If it would take you half an hour coming in from Tullagh, it'd take
Paycock ten minutes. Paycock was late for first Mass this Sunday and
Fr Conway spotted him before he went in and came out in front of him
just to take the mickey out of him. He says 'Well, James, you'll be
in good time for second Mass.' 'Paycock came to attention and faced
up to Fr Conway and said 'Dammit! Can a man not go where he wants,
when he wants and HOW he wants!"' If it was permissible, and even
welcome, for the priest to take a hand at the congregation, the one
story that Charlie tells of the ordinary people having a wee joke
at the expense of the clergy is all the more telling for both the
harmlessness of the humour, and the mild disapprobation of the listeners.
"There was a station up in Paul's, and we went up there
to Mass. It was a handy place to get confession. Barney Denny, or
Barney Butters, in Tirhoran, was the clerk in this glen. There was
no such thing as altar boys in them days. Barney the Carpenter was
the clerk over on the other side. Anyway, when it came to Mass time
- 9:30 or 10:00 am - there was no sign of Barney. We didn't know that
Barney's wife's father was after dying up in the hillside. Barney
did come but he was half an hour late. In the meantime, anyway, the
people got to squabbling about what the hell happened to Barney. 'Ah,
don't worry about it,' says Fr Conway, 'There's a good moon in it
the night.'
So Barney came and served Mass and everything went
well. Fr Conway sang a song, because nobody else would, even though
there were plenty of good singers in it. He was a great singer. Anyway
that night down in Copen's - that was a ceilidhing house - there was
nobody there but Neil. The two sisters were working in the factory
and they wouldn't be home 'til the weekend. And everyone beated in
and Oul' Copen had rheumatic pains for years and he was down in the
room. Neil would leave the door open for him to hear the crack in
the kitchen. So Neil threw himself in the kitchen bed to make room
for the visitors on the floor. Eddie the Carpenter was there, a big
fella who was a foreman out at Leenan fort, and several others. And
the 'discoose' came round to the terrible thing it would have been
if Barney hadn't turned up to serve Mass, and they would have had
to cancel the stations! A terrible thing!
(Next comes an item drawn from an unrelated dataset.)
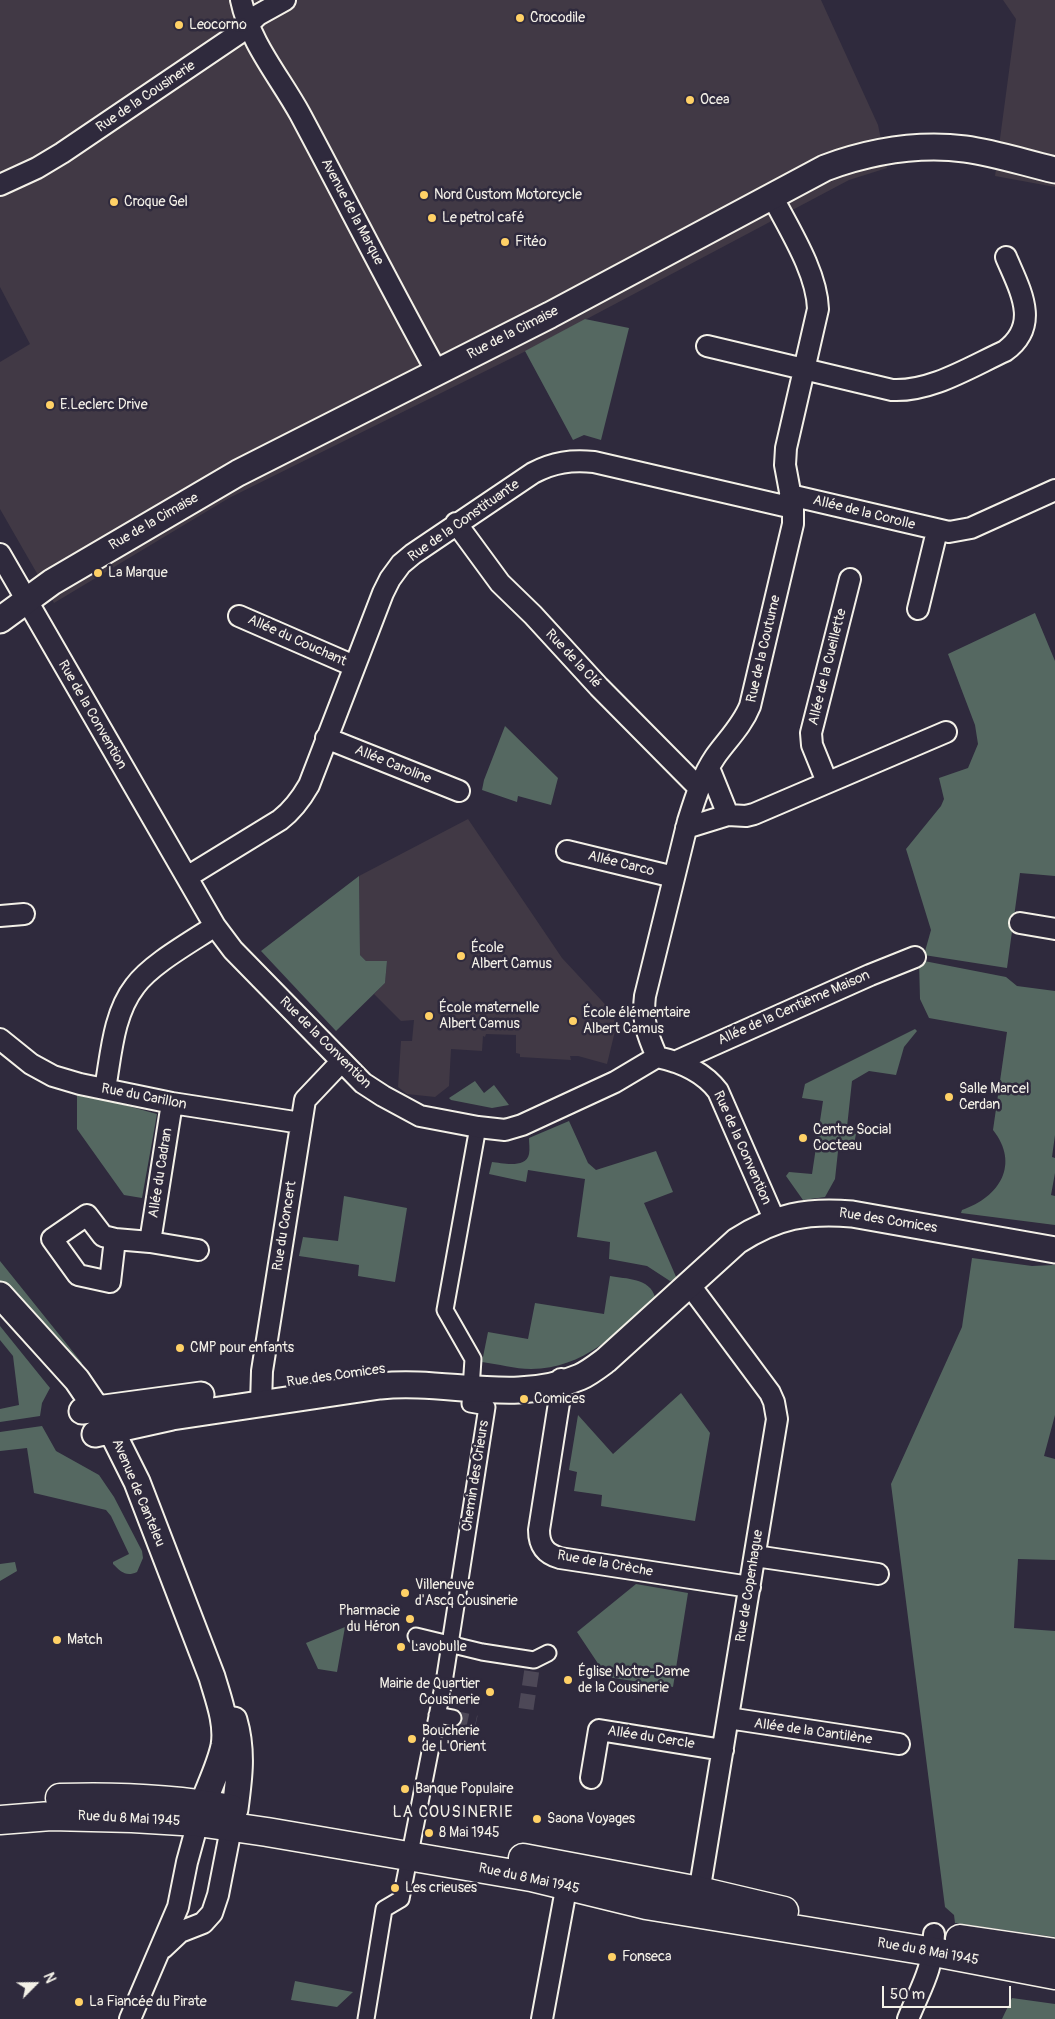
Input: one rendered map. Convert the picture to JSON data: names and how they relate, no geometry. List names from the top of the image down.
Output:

'Ah Cripes,' says Neil, 'sure any man at all could
serve Mass." So William Sean got up and said 'Damn yir blood, could
you?' 'I could surely,' says Neil. 'Well go on now 'til I see what
way you'd do it.' 'There's nothing to it. When the priest says domininus
pro biscum you hand him up the stuff, and when he turns again and
says pro remus you hand him up more stuff and when he turns around
again and says pro ratis ratis you hand him up whats let and you'll
have no more trouble!'. ' God forgive ye! said everyone in the room.